People are now looking to the government — that ogre of the dying old order — as the only power resourceful and strong enough to direct the flow of capital where it’s needed rather than where the discredited overlords of the financial system think may be most profitable. Conservatives, especially those who rightly balk at the mega-bailout now in the works as unfair to the American taxpayer, decry what they call financial socialism. But what then?
The Meaning of Retribution
As it did in 1929, the free market has failed beyond tolerance. Overwhelming popular sentiment (which each new poll registers with added vehemence) may, sooner or later, bring not only a full recognition of just how wrong-headed the country has been for how long, but how much in need it is of fresh institutions. New forms of public authority, closely overseen by the mechanisms of democracy rather than turned over to some autocrat on leave from his day job as an investment banker, might have a chance of doing what was once unthinkable: de-sanctifying private property and compelling it to perform in the general interest when its private misuse has placed us all in peril. The New Deal ventured in that direction. We need to venture further.
Here’s a first principle: Refuse to reward those institutions that have done us no service. If that entails their liquidation (to borrow a word from Andrew Mellon), so be it. The world won’t end, only the world as they have known it.
Let’s use what’s left of their grossly inflated assets to re-start the engines of real economic development. Compel investment in the re-industrialization of the country along lines that reward labor not parasitism, end the reign of the sweatshop, rescue the country from environmental suicide, revise the division of wealth and income so we can all live free of the indecencies of lavish piggery, and insist that social responsibility takes precedence over the bottom line.

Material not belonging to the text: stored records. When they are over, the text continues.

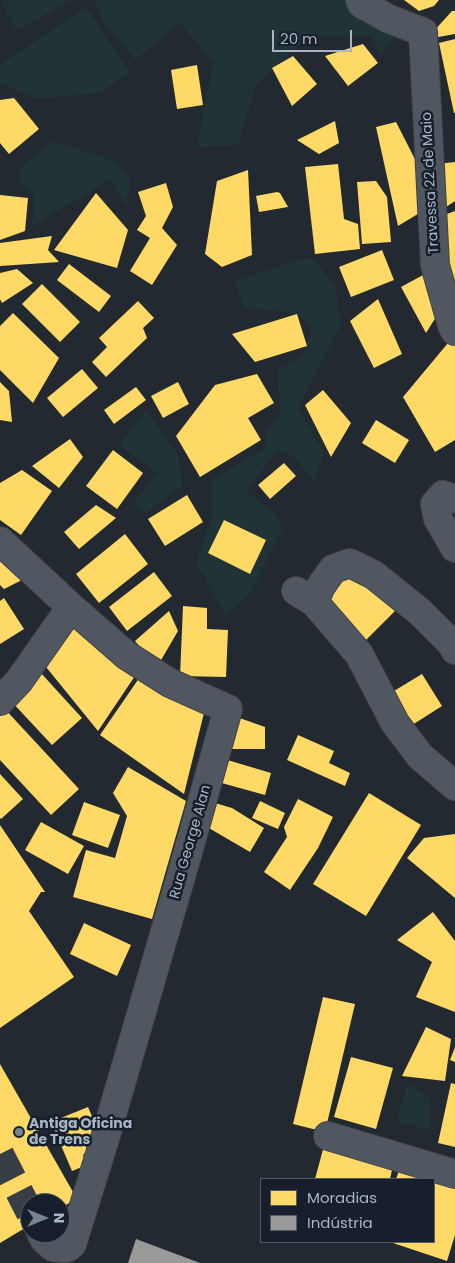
<!DOCTYPE html>
<html>
<head>
<meta charset="utf-8">
<style>
  body { margin:0 }
  #map { position:relative; width:455px; height:1263px; overflow:hidden; background:#232930; font-family:Poppins,sans-serif }
  canvas { display:block }
  .legend { position:absolute; left:260px; top:1178px; width:175px; height:65px; box-sizing:border-box; background:#161f2b; border:1px solid #515b69; margin:0; padding:6px 9px; list-style:none; font-size:15px; color:#a9b5c5 }
  .legend li { display:flex; align-items:center; gap:10px; height:25px }
  .legend b { width:25px; border:1px solid #515b69 }
  .north { position:absolute; left:20px; top:1193px; width:50px; height:50px; box-sizing:border-box; background:#161f2b; border:1px solid #515b69; border-radius:50%; rotate:90deg; font-size:14px; font-weight:700; line-height:20px; text-align:center; color:#a9b5c5 }
  .north::after { content:''; display:block; margin:auto; width:18px; height:22px; background:#7a8491; clip-path:polygon(50% 0,100% 100%,50% 72%,0 100%) }
  .scale { position:absolute; left:272px; top:30px; width:80px; height:22px; box-sizing:border-box; border:2px solid #a9b5c5; border-top:0; padding-left:6px; font-size:15px; line-height:18px; white-space:nowrap; color:#a9b5c5; -webkit-text-stroke:4px #161f2b; paint-order:stroke }
</style>
</head>
<body>
<div id="map">
<canvas width="455" height="1263"></canvas>
<ul class="legend">
<li><b style="height:14px;background:#ffd966"></b>Moradias</li>
<li><b style="height:14px;background:#999"></b>Indústria</li>
</ul>
<div class="north">N</div>
<div class="scale">20 m</div>
</div>
<script>
const c = document.querySelector('canvas').getContext('2d');
c.lineJoin = 'round';
function fill(path, color) {
  c.fillStyle = color;
  c.fill(path, 'evenodd');
}
function toPath(rows) {
  const path = new Path2D();
  for (const r of rows) {
    path.moveTo(r[0], r[1]);
    for (let i = 2; i < r.length; i += 2) path.lineTo(r[i], r[i + 1]);
  }
  return path;
}
function stroke(path, color, width, dash) {
  c.strokeStyle = color;
  c.lineWidth = width;
  c.lineCap = dash ? 'butt' : 'round';
  c.setLineDash(dash || []);
  c.stroke(path);
}
function drawText(font, color, halo, rows, align = 'center') {
  c.font = font + ' Poppins,sans-serif';
  c.lineWidth = 5;
  c.setLineDash([]);
  c.textBaseline = 'middle';
  c.strokeStyle = halo;
  c.fillStyle = color;
  for (const [text, x, y, turn = 0] of rows) {
    c.save();
    c.translate(x, y);
    c.rotate((+turn || 0) * Math.PI / 180);
    c.textAlign = isNaN(turn) ? turn : align;
    if (halo) c.strokeText(text, 0, 0);
    c.fillText(text, 0, 0);
    c.restore();
  }
}
const green = toPath([
  [0,0,72,0,16,30],
  [94,0,346,0,395,36,381,55,370,35,308,36,256,85,238,145,197,147,213,62,180,23,135,60,102,19],
  [86,7,130,73,99,93,37,99,0,82,0,65],
  [54,141,114,161,131,179,126,206,111,179,32,226,34,194,18,181,20,168],
  [303,258,314,259,335,286,341,325,298,408,324,454,314,481,294,457,277,451,246,491,273,512,283,528,251,592,226,616,196,562,211,520,212,479,265,449,266,432,280,415,278,369,302,357,311,327,297,314,244,307,235,281],
  [146,410,179,456,182,486,146,513,133,504,157,473,119,445],
  [407,1084,430,1098,430,1130,397,1121]
]);
const homes = toPath([
  [404,0,439,0,434,6,419,11],
  [452,11,455,11,455,34,433,38,433,32],
  [455,39,455,113,454,113,439,43],
  [363,44,378,63,348,86,325,56],
  [293,56,317,84,292,106,272,68],
  [197,65,203,105,177,109,171,70],
  [14,98,39,129,9,154,0,143,0,100],
  [335,121,339,143,319,154,297,140],
  [396,122,420,169,426,209,398,226,376,127],
  [455,162,455,201,443,209,437,164],
  [338,164,344,219,358,224,360,249,315,254,305,167],
  [248,170,252,255,222,267,205,254,217,181],
  [376,181,387,197,391,242,362,244,357,182],
  [166,183,173,207,162,228,177,245,152,285,130,271,150,238,137,230,146,216,138,192],
  [277,192,280,193,288,207,259,212,256,196],
  [96,193,128,230,117,268,54,250],
  [0,195,28,198,25,231,0,240],
  [455,211,455,282,433,219],
  [52,236,48,250,59,262,0,266,0,243],
  [382,250,394,280,351,297,339,267],
  [69,264,111,296,99,312,57,280],
  [17,269,33,283,2,303,0,299,0,273],
  [423,275,441,309,426,333,401,287],
  [42,284,80,322,60,342,22,304],
  [378,299,402,354,374,368,350,321],
  [138,301,154,318,143,328,147,338,106,377,92,362,107,347,99,338],
  [13,313,59,358,33,403,0,370,0,326],
  [297,314,307,346,255,362,232,334],
  [453,337,455,341,455,440,435,452,403,397],
  [82,369,98,388,63,417,47,398],
  [257,374,274,403,248,418,261,440,200,477,176,436,215,385],
  [0,382,9,391,12,422,0,420],
  [178,382,189,404,163,418,151,396],
  [136,387,146,400,114,424,104,410],
  [323,390,351,423,331,457,305,405],
  [376,420,409,440,395,463,362,443],
  [70,439,83,457,59,488,32,466],
  [113,450,143,473,117,509,86,486],
  [284,463,296,476,270,499,258,485],
  [22,470,52,491,21,535,0,520,0,483],
  [187,495,203,522,165,546,148,519],
  [96,505,116,518,79,549,64,532],
  [224,520,266,540,250,574,208,553],
  [125,534,148,564,99,603,76,574],
  [0,550,26,578,4,589,0,585],
  [350,566,395,611,366,640,321,595],
  [154,572,172,596,127,631,109,607],
  [4,598,24,629,0,644,0,601],
  [183,606,207,608,207,629,228,630,226,677,180,676],
  [169,611,178,631,157,667,135,641],
  [69,622,139,670,98,731,42,662],
  [144,671,204,713,184,794,100,735],
  [40,672,82,718,52,745,10,700],
  [422,674,442,706,409,727,389,694],
  [3,707,79,789,51,815,0,760,0,710],
  [234,716,265,727,265,749,221,749],
  [298,735,334,751,329,763,350,773,345,786,287,760],
  [224,759,271,773,265,795,218,782],
  [128,767,186,801,152,919,73,897,86,850,115,858,127,816,113,793],
  [0,774,23,799,1,819,0,818],
  [369,793,421,825,366,916,313,884],
  [298,799,333,817,318,848,290,890,264,872,287,837,284,827],
  [208,801,232,808,264,828,250,852,202,824],
  [260,801,285,813,278,829,252,818],
  [84,802,120,815,108,848,72,835],
  [41,822,84,846,68,874,25,850],
  [0,825,45,892,41,892,29,911,74,977,0,1028],
  [455,834,455,898,407,858,424,838],
  [433,912,455,941,455,1012,416,997,432,962,397,940],
  [84,923,131,945,117,976,70,954],
  [323,997,355,1004,325,1132,293,1124],
  [426,1027,451,1039,445,1081,402,1076],
  [455,1047,455,1062,450,1060],
  [351,1057,393,1068,376,1129,334,1117],
  [0,1064,77,1199,60,1208,60,1203,30,1203,30,1225,0,1243],
  [451,1083,455,1084,455,1147,438,1143],
  [88,1107,97,1128,84,1142,88,1150,83,1155,87,1165,72,1171,51,1122],
  [325,1142,394,1161,390,1179,315,1179],
  [400,1168,455,1186,455,1235,447,1261,390,1242,434,1242,434,1179,396,1179]
]);
const industry = toPath([
  [136,1239,200,1263,128,1263]
]);
const minorTunnel = toPath([
  [0,1154,30,1213]
]);
const minor = toPath([
  [360,0,362,4,389,19,423,32,435,265,452,325,455,331],
  [455,499,443,495,435,504,438,519,455,548],
  [0,541,71,607,126,655,170,683,228,709,188,852,106,1135,72,1244,67,1248,62,1248,53,1247,44,1239,41,1233],
  [296,591,314,602,359,654,395,723,420,756,455,786],
  [314,602,321,586,333,569,350,563,374,575,420,612,451,643,455,650],
  [0,701,19,681,71,607],
  [328,1136,455,1174]
]);
const markers = [
  [19,1132,5,"#7a8491"]
];
const streetNames = [
  ["Travessa 22 de Maio",431,183,-93],
  ["Rua George Alan",191,842,-74]
];
const poiNames = [
  ["Antiga Oficina",29,1124],
  ["de Trens",29,1140]
];
fill(green, '#203336');
fill(homes, '#ffd966');
fill(industry, '#999');
stroke(minorTunnel, '#373e46', 28, [28, 14]);
stroke(minor, '#3f444a', 30);
stroke(minor, '#515760', 28);
for (const [x, y, r, color] of markers) {
  const dot = new Path2D();
  dot.arc(x, y, r, 0, 2 * Math.PI);
  c.fillStyle = color;
  c.fill(dot);
  stroke(dot, '#161f2b', 2);
}
drawText('14px', '#a9b5c5', '#161f2b', streetNames);
drawText('bold 14px', '#a9b5c5', '#161f2b', poiNames, 'left');
</script>
</body>
</html>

Many will seek retribution as well, just as Americans used to do in the decades before the Great Depression. How could they not? That’s what happens when simple rage turns into moral outrage, when people are finally called to account for the damage they’ve done. The emotion fuels a chemical reaction even now at work in our cultural innards. It may prove the catalyst for an intellectual and emotional explosion that someday will add up to a genuine break with the past. It did so back in 1929.
However justifiable, cutting CEOs loose from the life-support systems they’ve used to drain corporate treasuries for decades is small potatoes. Do it, but let’s hope the instinct for retribution will be turned to better purposes — to, in fact, reintroducing into our political life and our economic behavior an ethos of social solidarity. Let’s see where that might take us. We could do much worse.